Important South African and International Art
Live Auction, 13 November 2017
Session Three
Incl. Buyer's Premium & VAT
About this Item
inscribed with the artist's name, date 2007, medium and the title on a Marian Goodman Gallery, New York label adhered to the reverse
Notes
William Kentridge was working on one of his stop-frame animation films, What will come has already come (2007), dealing with the Italian invasion of Ethiopia in the 1930s, when he received an invitation to do drawings for the front page of the cultural magazine accompanying the weekend edition of the Italian financial paper, Il Sole 24 Ore. Paging through back copies of the magazine, Kentridge was struck by the space devoted to Old Masters and to covering large scale restoration projects of the Italian Renaissance artist Giotto, and the most famous artist of the Italian baroque period, Carravaggio. The five drawings which emanated from this commission, of which the present lot is a prime example, combined visual elements of the chemical warfare the Italians used against the Abyssinians, such as gas masks, and images referencing the work of the old masters, such as Giotto’s The Massacre of the Innocents (1305), at bottom left of the drawing. The Massacre is a biblical story, but Kentridge notices a clear similarity between this image and the victims of dead Kurdish villagers in the Middle-East. Since he could not find any actual images of the effect of the chemical warfare in Ethiopia at the time, the image of a crying mother suffices in his mind as relevant and applicable to the victims in the Horn of Africa as well.

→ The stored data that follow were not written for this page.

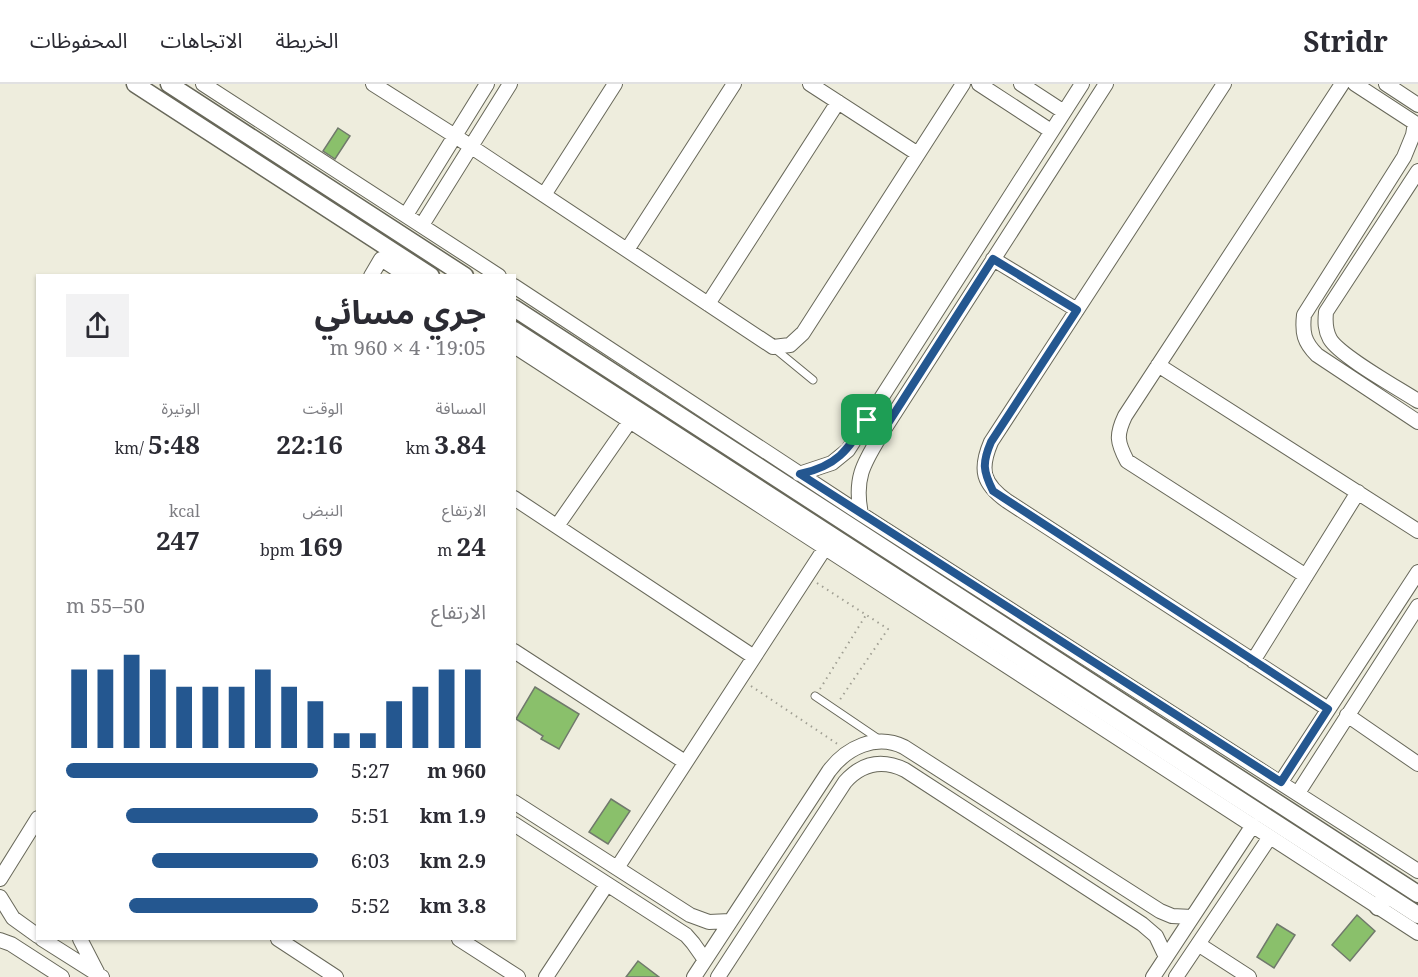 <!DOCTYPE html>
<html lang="ar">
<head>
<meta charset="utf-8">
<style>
	:root { --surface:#fff; --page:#f2f2f3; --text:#2b2b33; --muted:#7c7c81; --line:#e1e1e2; --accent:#245790 }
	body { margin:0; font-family:"Noto Serif","Noto Sans Arabic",serif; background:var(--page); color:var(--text); direction:rtl; height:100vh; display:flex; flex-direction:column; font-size:22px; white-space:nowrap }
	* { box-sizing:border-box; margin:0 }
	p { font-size:20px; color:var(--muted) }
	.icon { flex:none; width:33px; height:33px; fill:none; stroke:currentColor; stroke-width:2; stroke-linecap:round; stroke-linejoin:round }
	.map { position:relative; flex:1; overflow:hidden; direction:ltr }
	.sheet { position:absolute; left:36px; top:190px; width:480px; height:666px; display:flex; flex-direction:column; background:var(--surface); border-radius:0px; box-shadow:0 2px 4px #0004; direction:rtl }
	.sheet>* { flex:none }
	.pin { position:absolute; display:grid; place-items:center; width:51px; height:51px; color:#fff; margin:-26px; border-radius:12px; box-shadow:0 3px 9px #0006 }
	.round { display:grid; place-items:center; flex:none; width:63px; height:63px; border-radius:0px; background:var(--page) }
	.headline { display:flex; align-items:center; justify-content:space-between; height:102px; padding:0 30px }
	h1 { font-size:33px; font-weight:700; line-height:45px }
	.figures { display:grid; grid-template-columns:repeat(3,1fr); gap:9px; height:102px; padding:6px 30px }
	.figures div { display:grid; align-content:center }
	.figures b { font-size:26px; font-weight:700 }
	.figures small { font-size:16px; font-weight:400 }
	.figures p { font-size:16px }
	.chart { height:168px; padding:12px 30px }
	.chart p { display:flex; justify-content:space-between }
	.chart svg { width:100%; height:108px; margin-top:6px; stroke:var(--accent); stroke-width:6 }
	ul { padding:0 30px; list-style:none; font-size:20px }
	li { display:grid; grid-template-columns:96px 72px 1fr; align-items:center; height:45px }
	li i { height:15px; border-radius:8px; background:var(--accent) }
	header { display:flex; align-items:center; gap:36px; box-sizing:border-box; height:84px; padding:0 30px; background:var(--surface); border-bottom:2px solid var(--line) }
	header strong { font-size:28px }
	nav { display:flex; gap:33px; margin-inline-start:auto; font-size:21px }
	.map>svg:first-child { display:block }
	.building { fill:#8ac06b; stroke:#70796c; stroke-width:1.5 }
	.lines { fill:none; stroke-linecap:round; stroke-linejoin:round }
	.service-casing { stroke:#68685a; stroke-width:9 }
	.minor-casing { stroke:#68685a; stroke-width:16 }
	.tertiary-casing { stroke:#68685a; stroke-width:19 }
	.path { stroke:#a09f93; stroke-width:2; stroke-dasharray:1.5 4.5; stroke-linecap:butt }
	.service { stroke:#fff; stroke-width:7 }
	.minor { stroke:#fff; stroke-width:14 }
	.tertiary { stroke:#fff; stroke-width:16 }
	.route-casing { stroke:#fff; stroke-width:12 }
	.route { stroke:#245790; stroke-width:8 }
</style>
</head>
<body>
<header>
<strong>Stridr</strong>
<nav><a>الخريطة</a><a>الاتجاهات</a><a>المحفوظات</a></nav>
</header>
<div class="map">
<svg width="1418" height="893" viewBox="0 0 1418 893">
	<rect width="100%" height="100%" fill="#eeeddd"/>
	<!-- building -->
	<path class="building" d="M338,44L350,52L335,75L323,67Z
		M535,603L579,630L559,665L541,655L543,652L516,635Z
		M611,715L630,727L608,760L589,748Z
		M1357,831L1375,847L1350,877L1332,861Z
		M1277,840L1295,851L1274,884L1257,873Z
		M638,877L659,893H626Z"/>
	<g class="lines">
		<!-- service casing -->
		<g class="service-casing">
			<path id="service" d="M774,264L813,296
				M815,612L880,656"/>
		</g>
		<!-- minor casing -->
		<g class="minor-casing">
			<path id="minor" d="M203,0L499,192
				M373,0L455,52L773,263L790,261L803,249L963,0
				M810,0L918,70
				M979,0L1051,47
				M1021,0L1064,28
				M1224,0L991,358C979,386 983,400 1007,417L1328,625
				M1355,0L1418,41
				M1386,0L1418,21
				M1415,39L1413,51L1404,73L1304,231C1302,249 1304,258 1317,271L1418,338
				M1418,87L1326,228C1325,238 1325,246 1330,255C1340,272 1398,304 1418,317
				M544,111L615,0
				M406,131L487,0
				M422,141L510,0
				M627,166L734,0
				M993,175L1077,226
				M371,192L381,175L407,192
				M514,202L861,430L1418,787
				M708,220L838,18
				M514,262L1418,849
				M1158,281L1418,447
				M799,390L832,379L848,366L1082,0
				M514,414L754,573
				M861,430C853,391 866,376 885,344L1106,0
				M557,442L630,337
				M1306,492L1127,377C1117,358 1116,351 1125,332L1342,0
				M514,567L685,678
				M1253,577L1358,408
				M1347,631L1418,680
				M1281,698L1418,488
				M1298,709L1418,522
				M514,718L690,831L709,838L730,837
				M514,740L686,851L693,859L705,876
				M617,784L825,464
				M0,795L38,734
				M0,813L13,834L38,852
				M42,855L102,893
				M80,855L97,888
				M278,855L336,893
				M459,855L518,893
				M0,856L11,860L62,893
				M1198,860L1249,893
				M546,893L607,800
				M694,893L829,687C846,664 876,649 904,663L1160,827L1172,832L1192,833
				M718,893L845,698C862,679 882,675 905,686L1142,840L1156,852L1166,873
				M1153,893L1253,741
				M1176,893L1270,753"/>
		</g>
		<!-- tertiary casing -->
		<g class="tertiary-casing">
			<path id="tertiary" d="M135,0L431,192
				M169,0L465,192
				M514,224L1418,810
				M514,246L1418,831
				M1378,823L1387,811"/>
		</g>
		<!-- path -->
		<path class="path" d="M817,499L888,545L839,617
			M751,602L839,661
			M820,605L866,531"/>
		<!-- service -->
		<use href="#service" class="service"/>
		<!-- minor -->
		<use href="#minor" class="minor"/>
		<!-- tertiary -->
		<use href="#tertiary" class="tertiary"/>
	</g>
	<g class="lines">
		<!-- route casing -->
		<g class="route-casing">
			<path id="route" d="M993,175L1077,226L991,358C982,379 983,387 993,407L1328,625L1281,698L800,390C837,382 847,367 867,336L885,344Z"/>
		</g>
		<!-- route -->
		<use href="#route" class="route"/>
	</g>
</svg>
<div class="pin" style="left:867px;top:336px;background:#1e9e55"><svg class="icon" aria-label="arrive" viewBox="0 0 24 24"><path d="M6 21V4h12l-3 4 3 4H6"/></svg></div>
<section class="sheet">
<div class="headline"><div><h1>جري مسائي</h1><p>19:05 · 4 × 960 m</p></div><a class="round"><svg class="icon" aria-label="share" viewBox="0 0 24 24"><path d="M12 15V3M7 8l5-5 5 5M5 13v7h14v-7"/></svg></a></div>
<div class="figures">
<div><p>المسافة</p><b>3.84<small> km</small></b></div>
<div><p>الوقت</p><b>22:16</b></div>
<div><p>الوتيرة</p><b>5:48<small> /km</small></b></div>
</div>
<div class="figures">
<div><p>الارتفاع</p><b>24<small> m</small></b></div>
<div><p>النبض</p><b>169<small> bpm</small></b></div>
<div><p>kcal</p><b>247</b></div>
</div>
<div class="chart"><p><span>الارتفاع</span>50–55 m</p>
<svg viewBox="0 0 160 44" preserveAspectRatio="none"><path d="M5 44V12M15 44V12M25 44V6M35 44V12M45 44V19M55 44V19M65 44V19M75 44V12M85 44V19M95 44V25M105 44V38M115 44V38M125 44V25M135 44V19M145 44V12M155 44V12"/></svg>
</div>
<ul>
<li><b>960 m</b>5:27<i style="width:100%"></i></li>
<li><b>1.9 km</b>5:51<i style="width:76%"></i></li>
<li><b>2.9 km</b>6:03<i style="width:66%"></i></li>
<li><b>3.8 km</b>5:52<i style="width:75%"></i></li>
</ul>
</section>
</div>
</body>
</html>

The form of the drawings was dictated by the shape and scale of the sheet of newspaper they would be printed on, and by the quality of the printing normally associated with newsprint. Large-scale drawings seemed to be the ideal choice in which detail could be captured and then later reduced to tabloid size. In addition, he was fully aware of the role images play on the front page of a newspaper, and hence adapted very strategic positioning of the visual elements that complemented the ‘verbal’ ones, or the text itself, which Kentridge ironically renders illegible, the implication being that history is often obliterated from the records and from public memory.
Kentridge, however, quickly abandoned working on a large scale, and instead worked on a series of small sized etchings to generate the five images, which he then later enlarged into the present format of the drawing, approximately eight times the size of the newspaper. When he made the present lot, Kentridge used a very soft Korean paper and included embossing, carried out using a blunt instrument pressed into the paper, and then he applied poster paint for the intense black areas, supplementing these with charcoal and pastel, and erasing certain parts. The large-scale drawings were then used to make the plates for newspaper printing.
The most recent iteration of Kentridge’s interest in Italian history is to be found in the majestic project on the banks of the Tiber river flowing through the heart of Rome, in which he captures scenes from Italian history, specifically those pertaining to Rome, by means of applying a stencil to the grime on the walls of the river bank, and spraying the stencil with high pressured water hoses, laying bare the negative spaces which create the final image.
Literature
A similar drawing is illustrated in Lilian Tone (ed) (2013) William Kentridge: Fortuna. Thames & Hudson, p85.